Science

The Mediterranean, a hotspot for both climate and biodiversity

The IPCC has documented it: the Mediterranean basin is warming faster than the global average. It is also one of the planet's 36 biodiversity hotspots. This double singularity makes it a priority territory for forest restoration.

Amplified warming

According to Cross-Chapter Paper 4 of the IPCC's sixth assessment report (AR6, 2022), the region has already warmed by about 1.5°C relative to the pre-industrial era. Projections widen the gap: future warming there would exceed the global average by 20% annually, and up to 50% for summer temperatures.

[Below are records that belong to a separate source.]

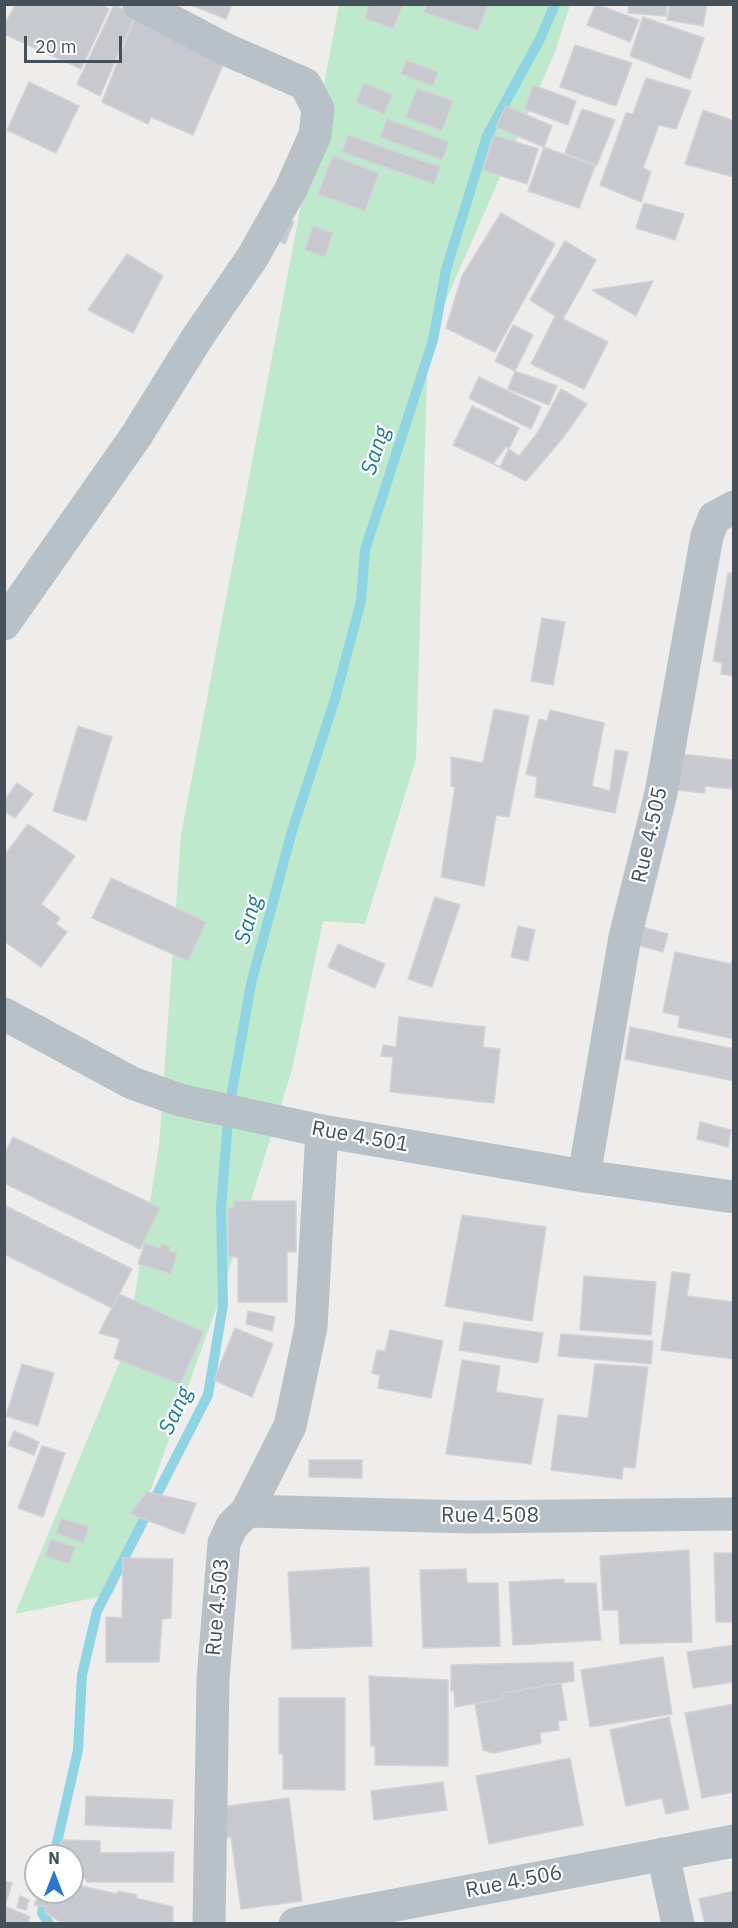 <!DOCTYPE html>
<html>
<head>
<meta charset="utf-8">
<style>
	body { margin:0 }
	#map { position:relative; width:738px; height:1928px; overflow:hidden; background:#efecec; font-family:"IBM Plex Sans",sans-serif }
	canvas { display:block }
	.frame { position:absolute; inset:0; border:6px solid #465058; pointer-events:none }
	.north { position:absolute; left:24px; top:1844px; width:60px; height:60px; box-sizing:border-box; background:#fff; border:2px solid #b5b9bc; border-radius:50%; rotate:0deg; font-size:16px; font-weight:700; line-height:24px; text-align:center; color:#465058 }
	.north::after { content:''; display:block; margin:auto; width:21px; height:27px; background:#2977cc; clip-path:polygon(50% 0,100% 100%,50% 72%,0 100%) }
	.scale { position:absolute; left:24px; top:36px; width:98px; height:27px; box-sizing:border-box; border:3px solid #465058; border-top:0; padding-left:8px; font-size:18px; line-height:21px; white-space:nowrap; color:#465058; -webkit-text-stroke:4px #fff; paint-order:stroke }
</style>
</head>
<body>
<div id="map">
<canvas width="738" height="1928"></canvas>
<div class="frame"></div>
<div class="north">N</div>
<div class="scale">20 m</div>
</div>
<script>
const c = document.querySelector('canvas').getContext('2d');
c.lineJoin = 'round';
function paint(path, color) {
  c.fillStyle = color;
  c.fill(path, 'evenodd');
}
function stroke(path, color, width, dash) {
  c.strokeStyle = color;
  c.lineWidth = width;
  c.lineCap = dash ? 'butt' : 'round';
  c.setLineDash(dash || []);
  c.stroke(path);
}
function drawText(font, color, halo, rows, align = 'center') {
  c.font = font + ' "IBM Plex Sans",sans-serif';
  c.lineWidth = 4.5;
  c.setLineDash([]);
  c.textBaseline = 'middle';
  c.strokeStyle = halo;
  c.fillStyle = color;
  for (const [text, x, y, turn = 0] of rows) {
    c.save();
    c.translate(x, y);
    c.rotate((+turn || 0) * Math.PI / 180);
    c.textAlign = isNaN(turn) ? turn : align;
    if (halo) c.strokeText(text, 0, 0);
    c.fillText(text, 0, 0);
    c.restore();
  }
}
const green = new Path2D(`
	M339,5H570L555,52L428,341L416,759L365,924L323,921L292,1070L220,1298L113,1594L15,1614L127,1344L159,1146L181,835Z`);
const stream = new Path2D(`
	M54,1856L78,1750L82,1675L97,1611L208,1395L223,1305L221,1207L229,1109L251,984L292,831L335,699L361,601L365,550L433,340L446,270L487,136L541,37L555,4
	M46,1892L42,1913L49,1924`);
const building = new Path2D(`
	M16,4H100L109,9L81,69L4,34V25Z
	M189,4H232L226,19Z
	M369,4H403L393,29L365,18Z
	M427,4H488L478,31L424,12Z
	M596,4L639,20L630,42L587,25Z
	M629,4H667L666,16L628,13Z
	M670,4H707L703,26L667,20Z
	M114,5L135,15L100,96L77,84Z
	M136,15L226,58L193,135L151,117L148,124L102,102Z
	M643,17L704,38L690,79L630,56Z
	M575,45L632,63L616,106L560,87Z
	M406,60L438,72L433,86L401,74Z
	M646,78L691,91L676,129L659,125L643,168L651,172L641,202L600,185L626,113L633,114Z
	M29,82L79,106L56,153L7,130Z
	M364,83L392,95L384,114L356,102Z
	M533,85L576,101L568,125L525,109Z
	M417,88L453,101L442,131L406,117Z
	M506,106L552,126L544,147L496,127Z
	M582,109L615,120L597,165L565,153Z
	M703,110L734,121V177L685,164Z
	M387,119L449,142L442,160L380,137Z
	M348,135L440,167L434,184L342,152Z
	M494,135L538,149L527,184L483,170Z
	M544,147L595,166L579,208L528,191Z
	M333,156L379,173L365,211L318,194Z
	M644,203L684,214L675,240L636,228Z
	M501,213L555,244L495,352L446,328L462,276Z
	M281,217L294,222L285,244L272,238Z
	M313,226L333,233L325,257L305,250Z
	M565,241L596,260L563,319L608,342L584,389L531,364L555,316L530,300Z
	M127,254L163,276L133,333L88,310Z
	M653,281L636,316L592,290Z
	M513,325L533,335L515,371L495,361Z
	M515,371L557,386L549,405L508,389Z
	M479,377L541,407L531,429L469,398Z
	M561,389L587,404L562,439L526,481L493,464L506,447L519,456L538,432Z
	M472,406L519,428L500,467L453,445Z
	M728,573L734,574V676L721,674L722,663L713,661Z
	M542,618L565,622L553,685L531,681Z
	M494,709L529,716L509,817L496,815L484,886L441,877L455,787L451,786V757L483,763Z
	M550,710L604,723L592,786L610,791L615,750L628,752L615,813L535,797L537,777L526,774L539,719L547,721Z
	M78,726L112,737L86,821L53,811Z
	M681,754L734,760V789L705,786V793L678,790Z
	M17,783L33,794L15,818L4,811V801Z
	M28,824L75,856L41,904L60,918L56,924L67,932L41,967L4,941V856Z
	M111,878L206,922L188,961L92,918Z
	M435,897L460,905L432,987L408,979Z
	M635,925L668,934L663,952L630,943Z
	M518,926L535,930L528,961L511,957Z
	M338,944L385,964L375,988L328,967Z
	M675,952L731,964L734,956V1039L678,1027L680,1016L663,1012Z
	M399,1017L485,1027L483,1047L500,1049L494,1103L390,1092L393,1057L381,1056L383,1045L396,1047Z
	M630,1027L734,1049V1081L625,1059Z
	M700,1122L731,1130L728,1147L697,1139Z
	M13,1137L160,1208L140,1249L4,1183V1155Z
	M234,1201H296V1252H287V1302H238V1257H228V1208H234Z
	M4,1205L132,1269L112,1308L4,1254Z
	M462,1215L546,1227L532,1321L445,1306Z
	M145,1243L160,1248L161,1244L170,1247L169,1251L177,1253L171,1274L138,1264Z
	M672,1272L690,1274L687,1296L733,1302L734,1300V1359L661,1350Z
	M584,1276L656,1282L651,1335L580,1330Z
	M119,1294L204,1332L180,1384L114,1358L120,1339L99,1333Z
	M248,1311L275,1317L272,1331L246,1324Z
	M464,1322L543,1333L538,1363L459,1350Z
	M235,1328L273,1344L252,1397L214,1380Z
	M390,1330L443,1341L431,1398L378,1388L380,1375L372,1373L377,1350L385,1351Z
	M561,1334L653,1341L651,1364L558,1356Z
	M462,1360L500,1366L496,1392L543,1399L531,1464L446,1454Z
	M22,1364L54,1373L38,1426L6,1416Z
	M595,1364L648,1367L635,1468L623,1467L622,1479L551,1470L558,1415L588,1418Z
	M14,1431L39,1442L34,1455L8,1445Z
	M42,1446L65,1453L43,1517L18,1508Z
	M309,1460H362V1478L309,1477Z
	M147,1492L196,1503L184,1534L130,1514Z
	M61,1518L89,1527L83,1543L56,1533Z
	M51,1539L75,1547L69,1564L45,1556Z
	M689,1550L692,1642L620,1644L618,1610H603L600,1556Z
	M714,1553H734V1622H716Z
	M123,1558L173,1559L171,1618L162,1619L159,1662H106V1617L122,1618Z
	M369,1567L372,1646L292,1649L288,1572Z
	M466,1569L467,1583H498L500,1646L423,1648L420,1570Z
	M564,1579V1583H596L601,1640L513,1645L509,1582Z
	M734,1645V1682L693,1688L687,1652Z
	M663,1657L672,1714L590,1727L581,1670Z
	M573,1662L574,1681L502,1693V1699L455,1707L454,1690L451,1691V1665Z
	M369,1676L448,1680V1766L375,1765V1746H371Z
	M561,1683L567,1720L558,1721L559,1730L540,1733L541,1743L494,1753L483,1750L475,1704L502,1699V1693Z
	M279,1698H345V1790L283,1789V1754H279Z
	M734,1704V1792L702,1798L685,1713Z
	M669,1717L689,1809L666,1814L662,1798L626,1806L610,1730Z
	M570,1758L583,1825L489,1844L476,1776Z
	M443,1782L447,1810L374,1820L371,1791Z
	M86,1796L173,1800L171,1829L85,1825Z
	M289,1798L302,1901L241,1909L231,1837L220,1838L216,1811L228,1806Z
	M62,1840L100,1841V1853L174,1852L173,1882H87L86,1879L72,1877V1856H58Z
	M4,1881L12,1883L5,1906H4Z
	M72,1884L117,1894L118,1891L137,1895L136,1898L173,1907V1924H65L45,1913L46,1907L34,1905L39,1892H72Z
	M734,1891V1924H705L699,1899Z
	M20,1896L29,1900L26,1910L17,1907Z
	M7,1907L30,1917L27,1924H4V1910Z`);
const minor = new Path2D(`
	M4,624L136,436L197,338L252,258L291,189L315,135L318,109L305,84L225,49L139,4
	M4,1014L132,1083L180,1100L322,1131L584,1176L734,1197
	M584,1176L625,937L661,793L707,536L714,518L734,507
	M247,1511L470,1517L734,1514
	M663,1854L678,1924
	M209,1924L213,1679L224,1543L232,1526L247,1511L290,1426L311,1327L322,1131
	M295,1924L734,1841`);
const streetNames = [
	["Rue 4.505",650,835,-77],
	["Rue 4.501",360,1137,10],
	["Rue 4.508",490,1516],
	["Rue 4.503",218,1607,-85],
	["Rue 4.506",514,1882,-11]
];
const waterNames = [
	["Sang",376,451,-72],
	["Sang",249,920,-74],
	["Sang",176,1411,-65]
];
paint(green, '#bee9cd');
stroke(stream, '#8ed4e2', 10);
paint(building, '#c7c9cf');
stroke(building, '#d1d3d7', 1.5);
stroke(minor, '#b9c1c8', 33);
drawText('21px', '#465058', '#fff', streetNames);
drawText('italic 22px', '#197c91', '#fff', waterNames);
</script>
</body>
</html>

A unique biodiversity reservoir

The basin is home to roughly 25,000 species of vascular plants, more than half of which exist nowhere else (CEPF). Oak woods, pine forests, maquis, riparian forests: many are now degraded or fragmented.

The restoration potential

Vast areas of the Mediterranean rim are degraded or abandoned land — precisely the context where afforestation-reforestation (ARR) projects make the most sense:

  • Strong additionality: without carbon funding, these lands remain degraded.
  • Major co-benefits: erosion control, aquifer recharge, habitat for endemic species.
  • Adapted species: Mediterranean flora offers a palette of drought-resistant species.
Restoring the Mediterranean forest means acting exactly where the climate stake and the biodiversity stake overlap.